WHAT THE TASK REQUIRES
Every line from the first one in the listing down to the line with "Detect all text" should be restated word for word.

SUPPLIED RECORDS
---+---
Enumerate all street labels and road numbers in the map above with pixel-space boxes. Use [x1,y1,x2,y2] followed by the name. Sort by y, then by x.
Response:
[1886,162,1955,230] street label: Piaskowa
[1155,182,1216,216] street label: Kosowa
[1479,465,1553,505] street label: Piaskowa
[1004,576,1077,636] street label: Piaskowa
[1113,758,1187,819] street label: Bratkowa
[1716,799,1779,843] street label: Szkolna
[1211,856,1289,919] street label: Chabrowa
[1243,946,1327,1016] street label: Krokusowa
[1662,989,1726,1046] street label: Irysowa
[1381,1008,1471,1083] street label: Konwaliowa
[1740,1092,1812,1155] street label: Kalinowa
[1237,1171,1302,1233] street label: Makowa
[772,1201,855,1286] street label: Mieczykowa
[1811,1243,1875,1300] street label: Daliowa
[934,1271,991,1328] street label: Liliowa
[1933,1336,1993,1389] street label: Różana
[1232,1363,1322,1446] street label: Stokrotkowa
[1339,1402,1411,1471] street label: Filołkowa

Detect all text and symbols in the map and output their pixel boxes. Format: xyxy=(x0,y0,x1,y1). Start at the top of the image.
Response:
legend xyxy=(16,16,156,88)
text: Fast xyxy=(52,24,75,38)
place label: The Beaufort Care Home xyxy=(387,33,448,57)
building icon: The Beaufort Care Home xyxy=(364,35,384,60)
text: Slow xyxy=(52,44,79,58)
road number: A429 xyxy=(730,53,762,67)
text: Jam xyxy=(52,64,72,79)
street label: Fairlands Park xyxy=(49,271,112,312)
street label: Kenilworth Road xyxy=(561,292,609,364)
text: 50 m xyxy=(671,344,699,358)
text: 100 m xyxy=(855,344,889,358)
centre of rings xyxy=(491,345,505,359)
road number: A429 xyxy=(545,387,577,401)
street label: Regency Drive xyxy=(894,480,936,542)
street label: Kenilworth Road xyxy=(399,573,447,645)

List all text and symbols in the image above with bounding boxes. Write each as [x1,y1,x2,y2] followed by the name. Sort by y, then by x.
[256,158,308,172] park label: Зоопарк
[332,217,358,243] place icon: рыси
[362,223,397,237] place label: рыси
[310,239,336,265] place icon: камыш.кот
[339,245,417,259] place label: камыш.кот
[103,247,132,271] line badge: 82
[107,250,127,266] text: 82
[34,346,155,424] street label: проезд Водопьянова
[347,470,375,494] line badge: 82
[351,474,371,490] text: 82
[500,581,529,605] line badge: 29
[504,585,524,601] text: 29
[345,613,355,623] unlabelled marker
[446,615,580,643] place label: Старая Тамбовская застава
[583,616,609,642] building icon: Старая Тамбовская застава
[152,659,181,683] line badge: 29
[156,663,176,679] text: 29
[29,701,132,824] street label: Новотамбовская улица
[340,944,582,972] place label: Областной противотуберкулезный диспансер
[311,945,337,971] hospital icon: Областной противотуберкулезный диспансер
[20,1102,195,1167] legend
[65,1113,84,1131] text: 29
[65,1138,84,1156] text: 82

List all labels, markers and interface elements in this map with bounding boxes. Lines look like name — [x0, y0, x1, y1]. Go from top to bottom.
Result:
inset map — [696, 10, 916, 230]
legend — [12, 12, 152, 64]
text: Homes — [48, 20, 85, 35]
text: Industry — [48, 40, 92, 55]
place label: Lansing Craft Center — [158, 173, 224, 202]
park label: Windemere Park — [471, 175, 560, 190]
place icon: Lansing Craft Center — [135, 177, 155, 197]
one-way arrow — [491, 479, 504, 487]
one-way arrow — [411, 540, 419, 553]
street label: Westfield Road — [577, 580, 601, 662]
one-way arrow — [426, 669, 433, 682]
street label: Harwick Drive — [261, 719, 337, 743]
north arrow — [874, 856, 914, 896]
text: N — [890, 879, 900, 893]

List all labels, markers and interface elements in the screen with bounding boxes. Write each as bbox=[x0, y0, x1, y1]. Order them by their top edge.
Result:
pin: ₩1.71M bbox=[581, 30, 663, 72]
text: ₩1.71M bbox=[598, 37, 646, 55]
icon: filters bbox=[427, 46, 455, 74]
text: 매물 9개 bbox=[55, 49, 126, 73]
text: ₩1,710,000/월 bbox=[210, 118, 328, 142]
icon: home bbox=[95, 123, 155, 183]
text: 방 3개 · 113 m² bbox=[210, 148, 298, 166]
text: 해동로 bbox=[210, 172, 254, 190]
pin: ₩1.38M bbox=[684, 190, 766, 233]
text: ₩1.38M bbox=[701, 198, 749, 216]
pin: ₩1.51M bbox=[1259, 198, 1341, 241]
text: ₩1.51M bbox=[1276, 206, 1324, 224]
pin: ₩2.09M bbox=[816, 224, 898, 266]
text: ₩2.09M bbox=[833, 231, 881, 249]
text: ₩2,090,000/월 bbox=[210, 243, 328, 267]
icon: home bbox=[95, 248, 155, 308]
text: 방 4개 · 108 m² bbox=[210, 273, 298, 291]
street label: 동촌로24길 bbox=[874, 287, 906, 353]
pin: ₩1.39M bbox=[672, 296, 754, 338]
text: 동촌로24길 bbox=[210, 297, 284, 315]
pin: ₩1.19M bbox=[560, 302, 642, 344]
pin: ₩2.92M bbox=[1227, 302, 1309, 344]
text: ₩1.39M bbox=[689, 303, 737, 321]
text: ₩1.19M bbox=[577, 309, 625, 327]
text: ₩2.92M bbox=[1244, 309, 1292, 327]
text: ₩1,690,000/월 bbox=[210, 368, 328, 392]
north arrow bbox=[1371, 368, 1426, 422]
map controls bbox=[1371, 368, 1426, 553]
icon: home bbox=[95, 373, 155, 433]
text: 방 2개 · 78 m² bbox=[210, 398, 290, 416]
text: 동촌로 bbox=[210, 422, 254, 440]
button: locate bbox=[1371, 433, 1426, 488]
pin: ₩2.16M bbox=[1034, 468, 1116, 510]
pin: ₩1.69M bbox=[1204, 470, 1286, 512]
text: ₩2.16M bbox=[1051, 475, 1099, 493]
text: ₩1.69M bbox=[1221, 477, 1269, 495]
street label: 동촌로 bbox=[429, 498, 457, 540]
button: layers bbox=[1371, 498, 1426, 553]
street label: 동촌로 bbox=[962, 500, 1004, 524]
---+---
EXPECTED OUTPUT
Enumerate all street labels and road numbers in the map above with pixel-space boxes. Use [x1,y1,x2,y2] followed by the name. Sort by y, then by x.
Response:
[1886,162,1955,230] street label: Piaskowa
[1155,182,1216,216] street label: Kosowa
[1479,465,1553,505] street label: Piaskowa
[1004,576,1077,636] street label: Piaskowa
[1113,758,1187,819] street label: Bratkowa
[1716,799,1779,843] street label: Szkolna
[1211,856,1289,919] street label: Chabrowa
[1243,946,1327,1016] street label: Krokusowa
[1662,989,1726,1046] street label: Irysowa
[1381,1008,1471,1083] street label: Konwaliowa
[1740,1092,1812,1155] street label: Kalinowa
[1237,1171,1302,1233] street label: Makowa
[772,1201,855,1286] street label: Mieczykowa
[1811,1243,1875,1300] street label: Daliowa
[934,1271,991,1328] street label: Liliowa
[1933,1336,1993,1389] street label: Różana
[1232,1363,1322,1446] street label: Stokrotkowa
[1339,1402,1411,1471] street label: Filołkowa

Detect all text and symbols in the map and output their pixel boxes. Format: xyxy=(x0,y0,x1,y1). Start at the top of the image.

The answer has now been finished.